* [Stored dataset items]
##############################

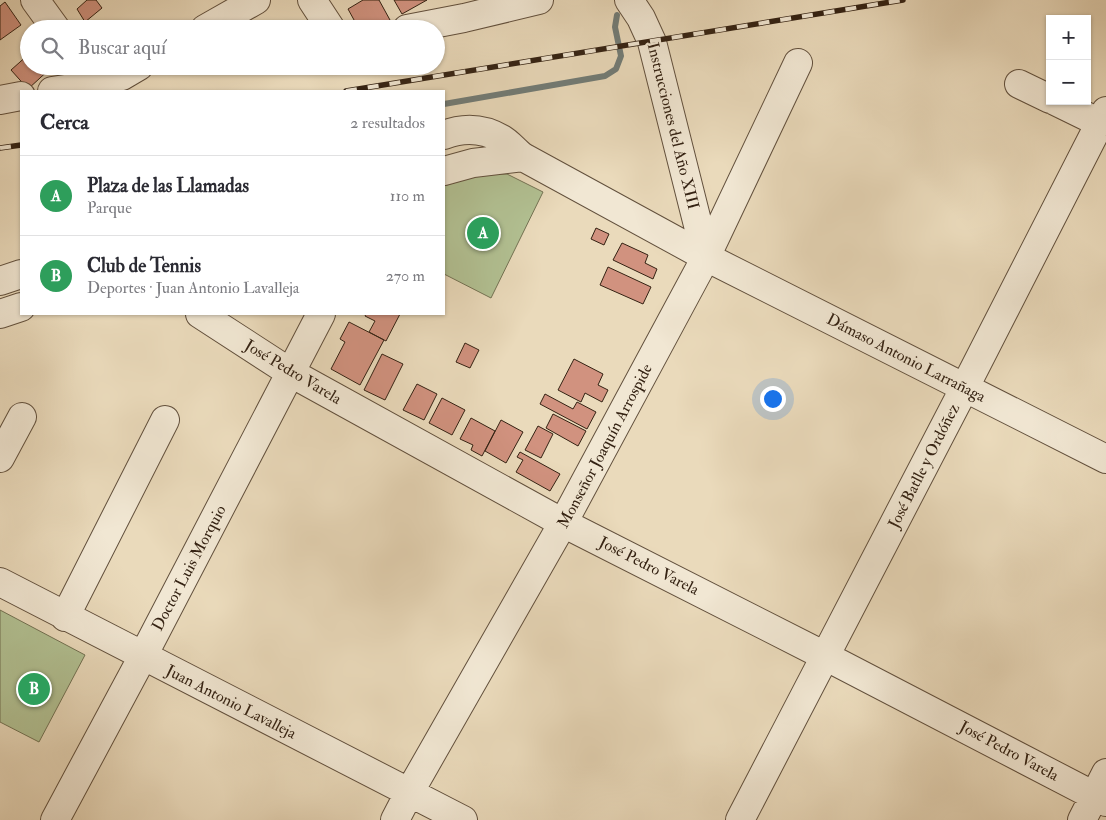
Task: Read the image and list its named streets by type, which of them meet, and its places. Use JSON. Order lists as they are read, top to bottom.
{
  "streets": {
    "street": [
      "Instrucciones del Año XIII",
      "Dámaso Antonio Larrañaga",
      "José Pedro Varela",
      "Monseñor Joaquín Arrospide",
      "José Batlle y Ordóñez",
      "Doctor Luis Morquio",
      "Juan Antonio Lavalleja"
    ]
  },
  "crossings": [
    ["Instrucciones del Año XIII", "Dámaso Antonio Larrañaga"],
    ["Instrucciones del Año XIII", "Monseñor Joaquín Arrospide"],
    ["Dámaso Antonio Larrañaga", "Monseñor Joaquín Arrospide"],
    ["Dámaso Antonio Larrañaga", "José Batlle y Ordóñez"],
    ["José Pedro Varela", "Monseñor Joaquín Arrospide"],
    ["José Pedro Varela", "José Batlle y Ordóñez"],
    ["José Pedro Varela", "Doctor Luis Morquio"],
    ["Monseñor Joaquín Arrospide", "Juan Antonio Lavalleja"],
    ["Doctor Luis Morquio", "Juan Antonio Lavalleja"]
  ],
  "page": {
    "map_buttons": ["+", "−"],
    "search": "Buscar aquí",
    "heading": ["Cerca", "2 resultados"],
    "list": [
      {
        "mark": "A",
        "name": "Plaza de las Llamadas",
        "note": "Parque",
        "value": "110 m"
      },
      {
        "mark": "B",
        "name": "Club de Tennis",
        "note": "Deportes · Juan Antonio Lavalleja",
        "value": "270 m"
      }
    ],
    "pins": ["A", "B"]
  }
}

##############################

* [What the exercise asks]
Tell me how many lines in the records above include the word "Joaquín"; the number is all that is needed.

* [Response to this exercise]
5